# Problem details
Reproduce all the entries exactly and keep the pictures out.

# Dataset entries
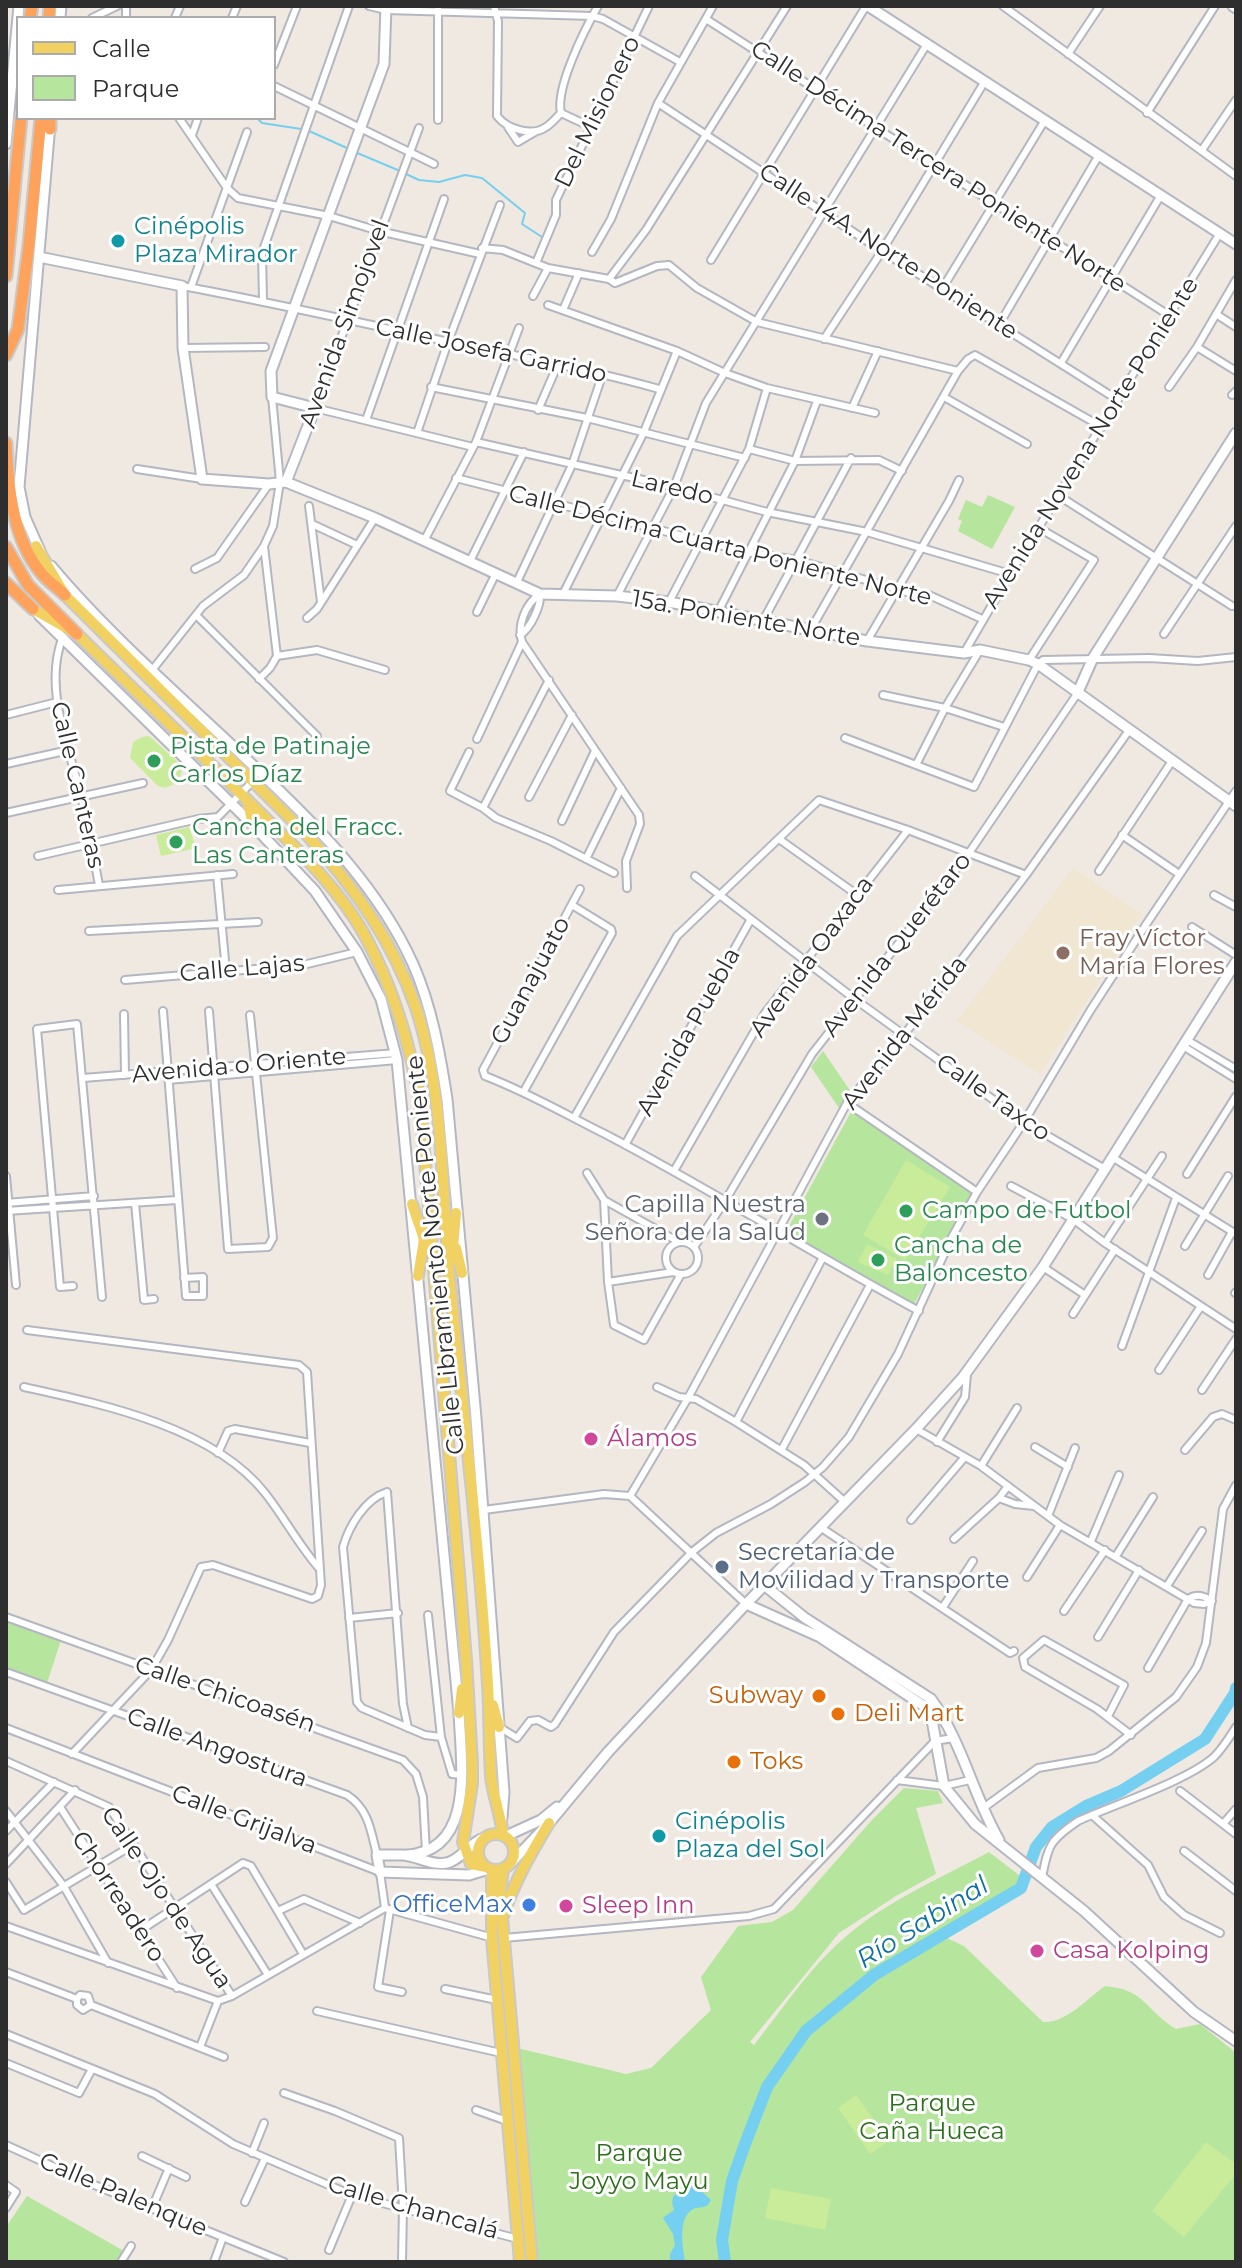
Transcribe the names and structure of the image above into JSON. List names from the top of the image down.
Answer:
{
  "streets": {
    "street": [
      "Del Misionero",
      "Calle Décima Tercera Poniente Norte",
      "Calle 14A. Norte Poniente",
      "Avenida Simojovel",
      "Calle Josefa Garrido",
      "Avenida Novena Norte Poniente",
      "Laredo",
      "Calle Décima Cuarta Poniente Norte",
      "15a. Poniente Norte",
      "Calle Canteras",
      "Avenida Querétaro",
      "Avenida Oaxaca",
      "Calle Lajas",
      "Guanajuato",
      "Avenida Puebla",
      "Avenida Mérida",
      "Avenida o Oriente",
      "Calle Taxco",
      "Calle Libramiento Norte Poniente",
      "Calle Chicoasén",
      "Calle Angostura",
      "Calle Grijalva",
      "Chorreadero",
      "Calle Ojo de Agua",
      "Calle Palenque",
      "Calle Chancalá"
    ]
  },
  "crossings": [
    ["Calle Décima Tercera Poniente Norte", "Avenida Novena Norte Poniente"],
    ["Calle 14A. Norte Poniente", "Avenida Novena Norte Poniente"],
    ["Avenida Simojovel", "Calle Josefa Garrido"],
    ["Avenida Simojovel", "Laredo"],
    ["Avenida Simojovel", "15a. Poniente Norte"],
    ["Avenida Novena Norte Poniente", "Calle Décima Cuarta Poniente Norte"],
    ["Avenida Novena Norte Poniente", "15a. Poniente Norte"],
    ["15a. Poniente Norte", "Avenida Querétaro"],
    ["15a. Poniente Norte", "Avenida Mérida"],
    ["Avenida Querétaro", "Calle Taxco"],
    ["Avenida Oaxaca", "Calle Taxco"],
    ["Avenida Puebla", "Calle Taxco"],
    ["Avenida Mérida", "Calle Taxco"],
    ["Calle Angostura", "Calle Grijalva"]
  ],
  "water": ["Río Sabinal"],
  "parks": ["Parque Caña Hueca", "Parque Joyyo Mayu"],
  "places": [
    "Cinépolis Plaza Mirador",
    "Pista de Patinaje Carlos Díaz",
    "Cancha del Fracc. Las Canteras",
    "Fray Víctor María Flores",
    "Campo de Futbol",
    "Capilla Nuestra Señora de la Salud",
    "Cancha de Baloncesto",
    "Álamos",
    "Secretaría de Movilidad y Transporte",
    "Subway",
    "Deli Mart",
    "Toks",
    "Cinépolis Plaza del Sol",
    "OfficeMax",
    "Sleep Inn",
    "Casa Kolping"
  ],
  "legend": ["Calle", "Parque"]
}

# Task output
Transcribe the names and structure of the image above into JSON. List names from the top of the image down.
Answer:
{
  "streets": {
    "street": [
      "Del Misionero",
      "Calle Décima Tercera Poniente Norte",
      "Calle 14A. Norte Poniente",
      "Avenida Simojovel",
      "Calle Josefa Garrido",
      "Avenida Novena Norte Poniente",
      "Laredo",
      "Calle Décima Cuarta Poniente Norte",
      "15a. Poniente Norte",
      "Calle Canteras",
      "Avenida Querétaro",
      "Avenida Oaxaca",
      "Calle Lajas",
      "Guanajuato",
      "Avenida Puebla",
      "Avenida Mérida",
      "Avenida o Oriente",
      "Calle Taxco",
      "Calle Libramiento Norte Poniente",
      "Calle Chicoasén",
      "Calle Angostura",
      "Calle Grijalva",
      "Chorreadero",
      "Calle Ojo de Agua",
      "Calle Palenque",
      "Calle Chancalá"
    ]
  },
  "crossings": [
    ["Calle Décima Tercera Poniente Norte", "Avenida Novena Norte Poniente"],
    ["Calle 14A. Norte Poniente", "Avenida Novena Norte Poniente"],
    ["Avenida Simojovel", "Calle Josefa Garrido"],
    ["Avenida Simojovel", "Laredo"],
    ["Avenida Simojovel", "15a. Poniente Norte"],
    ["Avenida Novena Norte Poniente", "Calle Décima Cuarta Poniente Norte"],
    ["Avenida Novena Norte Poniente", "15a. Poniente Norte"],
    ["15a. Poniente Norte", "Avenida Querétaro"],
    ["15a. Poniente Norte", "Avenida Mérida"],
    ["Avenida Querétaro", "Calle Taxco"],
    ["Avenida Oaxaca", "Calle Taxco"],
    ["Avenida Puebla", "Calle Taxco"],
    ["Avenida Mérida", "Calle Taxco"],
    ["Calle Angostura", "Calle Grijalva"]
  ],
  "water": ["Río Sabinal"],
  "parks": ["Parque Caña Hueca", "Parque Joyyo Mayu"],
  "places": [
    "Cinépolis Plaza Mirador",
    "Pista de Patinaje Carlos Díaz",
    "Cancha del Fracc. Las Canteras",
    "Fray Víctor María Flores",
    "Campo de Futbol",
    "Capilla Nuestra Señora de la Salud",
    "Cancha de Baloncesto",
    "Álamos",
    "Secretaría de Movilidad y Transporte",
    "Subway",
    "Deli Mart",
    "Toks",
    "Cinépolis Plaza del Sol",
    "OfficeMax",
    "Sleep Inn",
    "Casa Kolping"
  ],
  "legend": ["Calle", "Parque"]
}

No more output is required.